# 3 RLT's On The 'Bay...



## Guest (Jun 21, 2011)

Item numbers 120740020738, 120740026451 & 120740028515.


----------



## mach 0.0013137 (Jan 10, 2005)

avidfan said:


> 120740028515.


Could that be one of the legendary first 3? 

If so, there could be intense interest from members of the forum :rltb:


----------



## langtoftlad (Mar 31, 2007)

the back looks a little different from the (somewhat) blurry pics Scottishcammy posted of a #1

Trouble is, there's so little information out there & with no logo - who can tell?

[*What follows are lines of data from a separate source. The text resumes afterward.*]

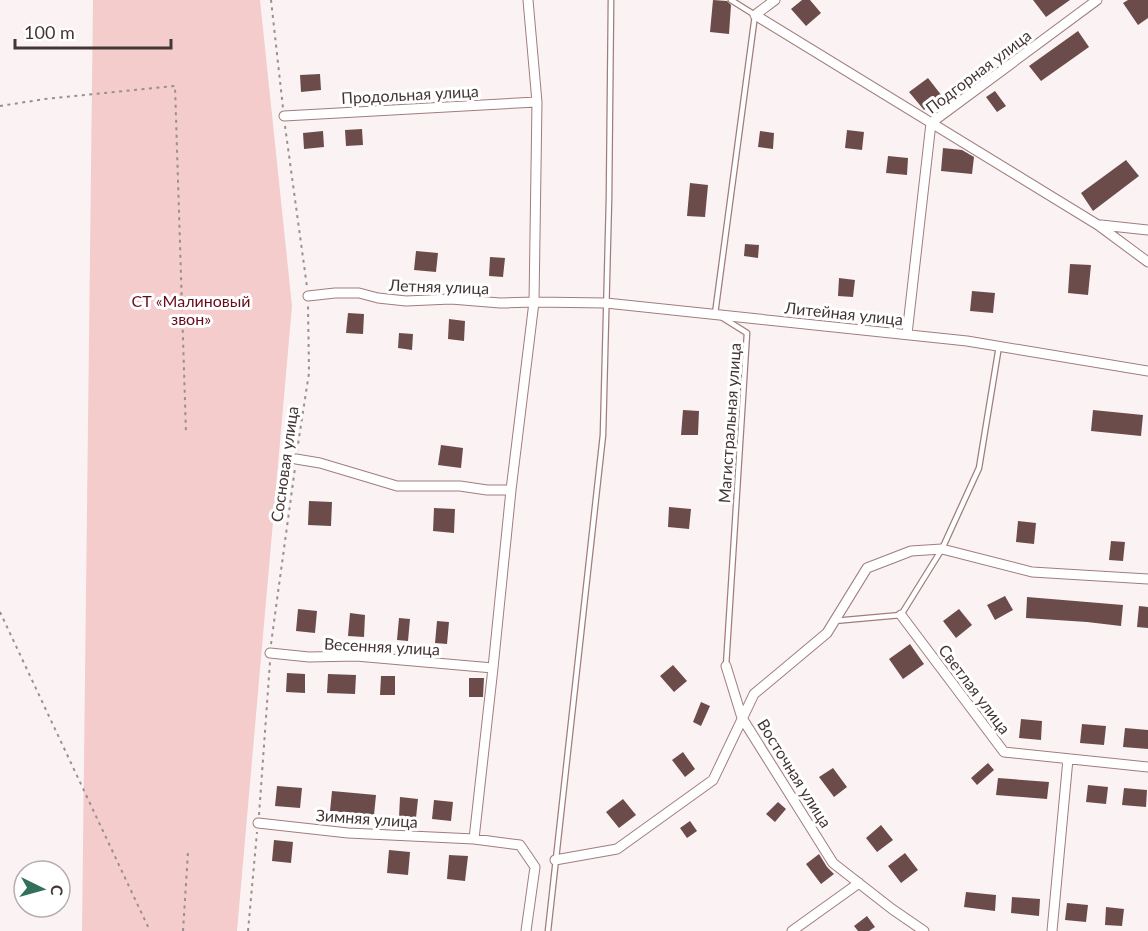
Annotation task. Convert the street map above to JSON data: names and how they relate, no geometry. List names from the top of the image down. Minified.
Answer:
{"streets":{"street":["Подгорная улица","Продольная улица","Летняя улица","Литейная улица","Весенняя улица","Светлая улица","Восточная улица","Зимняя улица"],"lane":["Магистральная улица"],"path":["Сосновая улица"]},"crossings":[["Подгорная улица","Литейная улица"],["Продольная улица","Сосновая улица"],["Летняя улица","Литейная улица"],["Летняя улица","Сосновая улица"],["Литейная улица","Магистральная улица"],["Магистральная улица","Восточная улица"],["Сосновая улица","Весенняя улица"],["Сосновая улица","Зимняя улица"]],"parks":["СТ «Малиновый звон»"],"scale_bar":"100 m","north":"right"}
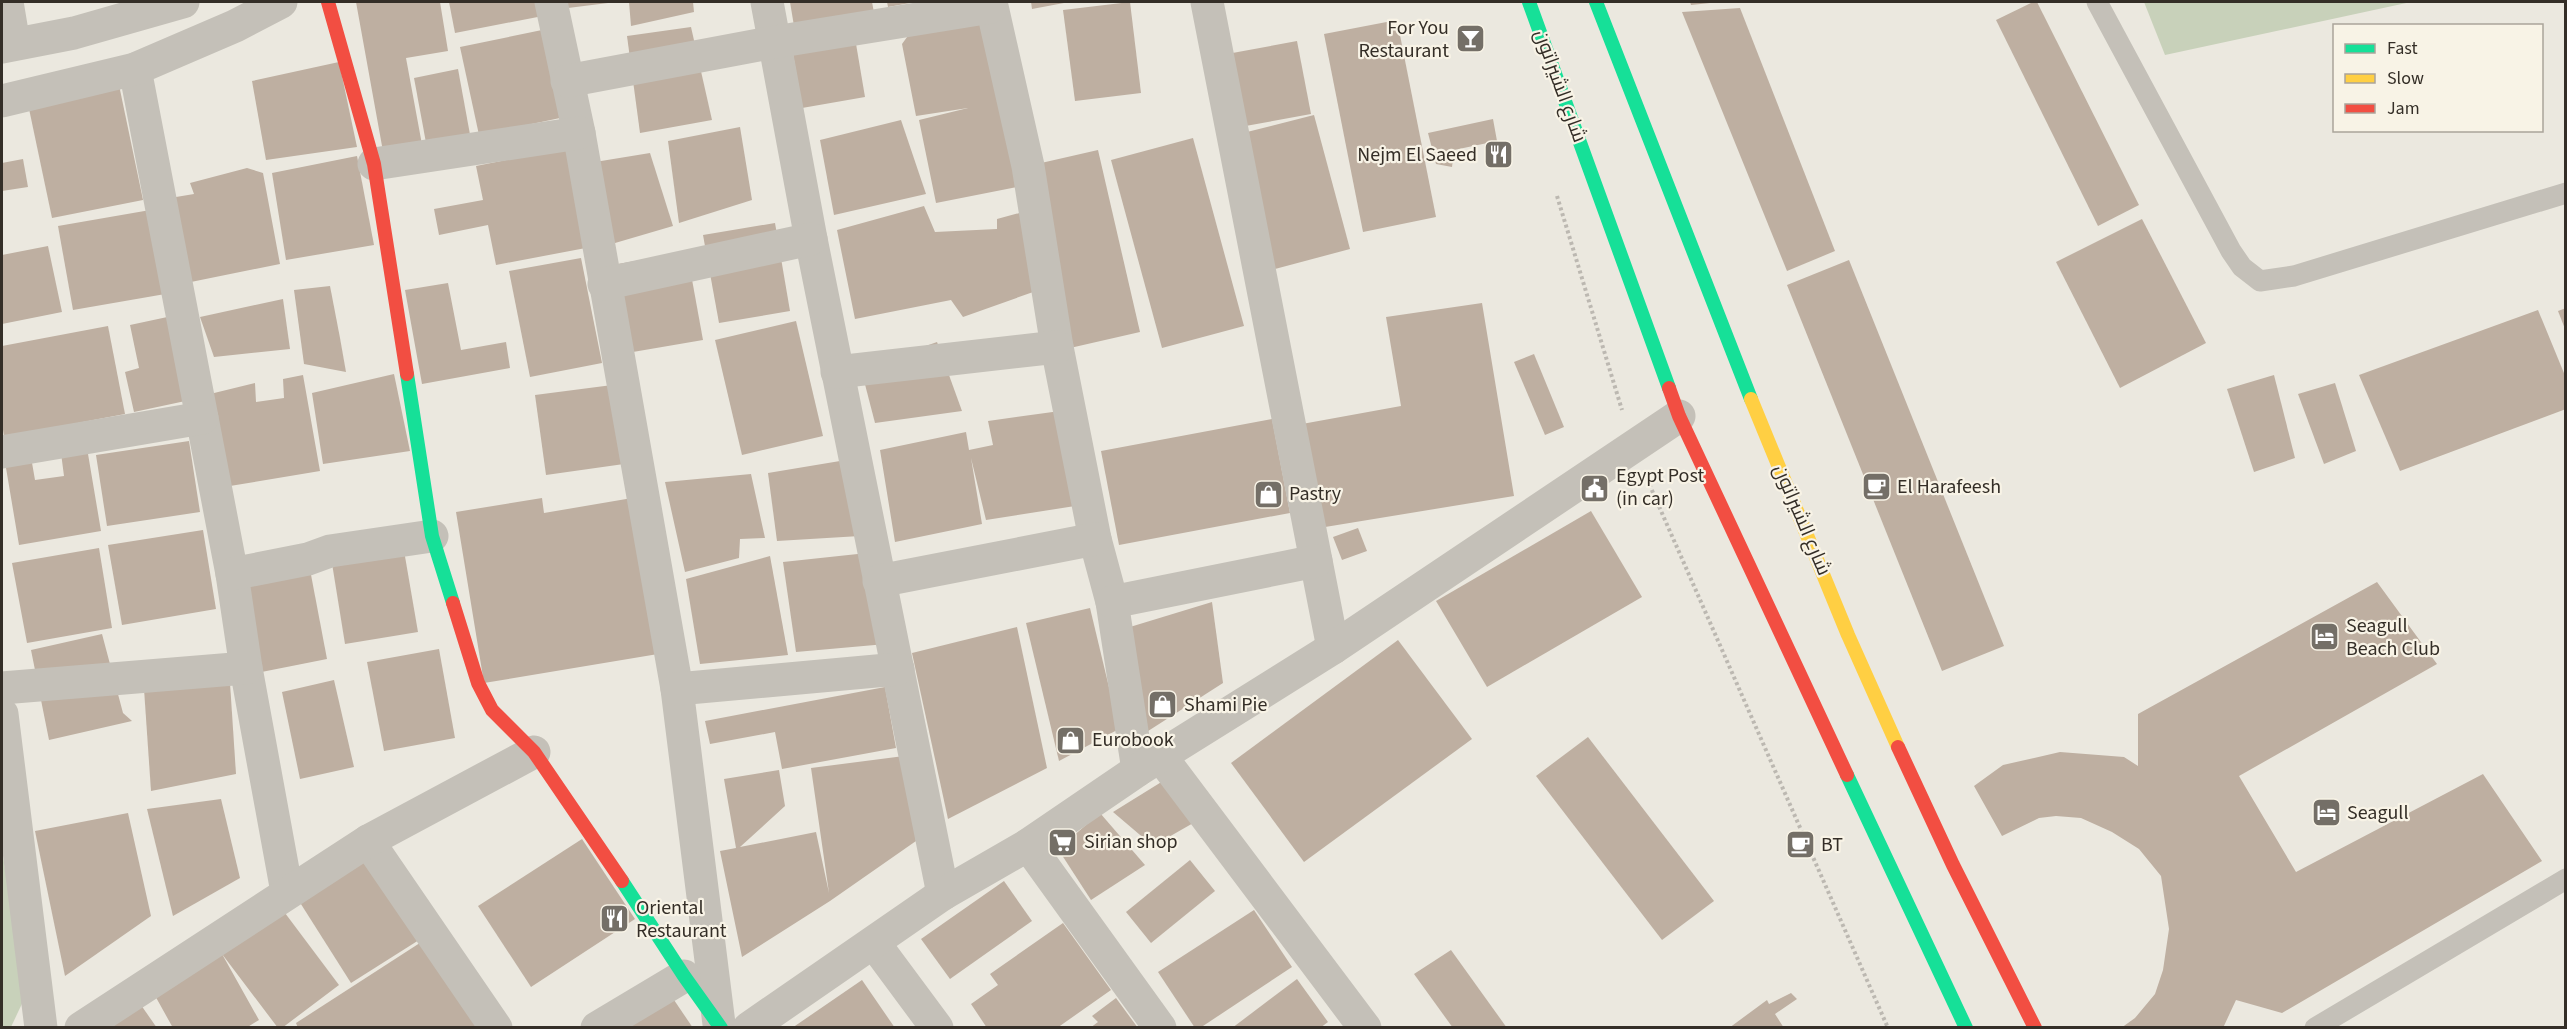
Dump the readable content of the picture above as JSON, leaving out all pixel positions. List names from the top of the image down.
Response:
{
  "streets": {
    "street": ["شارع الشيراتون"]
  },
  "places": {
    "bar": ["For You Restaurant"],
    "restaurant": ["Nejm El Saeed", "Oriental Restaurant"],
    "cafe": ["El Harafeesh", "BT"],
    "public building": ["Egypt Post (in car)"],
    "shop": ["Pastry", "Shami Pie", "Eurobook"],
    "hotel": ["Seagull Beach Club", "Seagull"],
    "supermarket": ["Sirian shop"]
  },
  "legend": ["Fast", "Slow", "Jam"]
}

I'm not suggesting it's hookey as the seller has two other most obviously RLTs up for sale as well.


----------



## sparrow (Feb 7, 2009)

oh very nice - like that diver a lot - wonder how many of us will be bidding against one another?! :angel_not:


----------



## mach 0.0013137 (Jan 10, 2005)

langtoftlad said:


> the back looks a little different from the (somewhat) blurry pics Scottishcammy posted of a #1
> 
> Trouble is, there's so little information out there & with no logo - who can tell?
> 
> I'm not suggesting it's hookey as the seller has two other most obviously RLTs up for sale as well.


Checking the Concise Guide to RLT Watches it definitely looks to be one of these though I don`t know if it`s an RLT-2 or a 3.










(photo taken from The Concise Guide to RLT Watches)


----------



## gaz64 (May 5, 2009)

The 20 and the anivesary should go for less than Â£150 but who knows but that diver.... well thats the treasure isnt it


----------



## vinbo (Mar 9, 2011)

There will be some fighting for these......


----------



## mrteatime (Oct 25, 2006)

is anybody here going to bid on these?

i dont want to get into a bidding war with anyone 

i'll be going after the diver.......but if anyone else is interested then let me know.....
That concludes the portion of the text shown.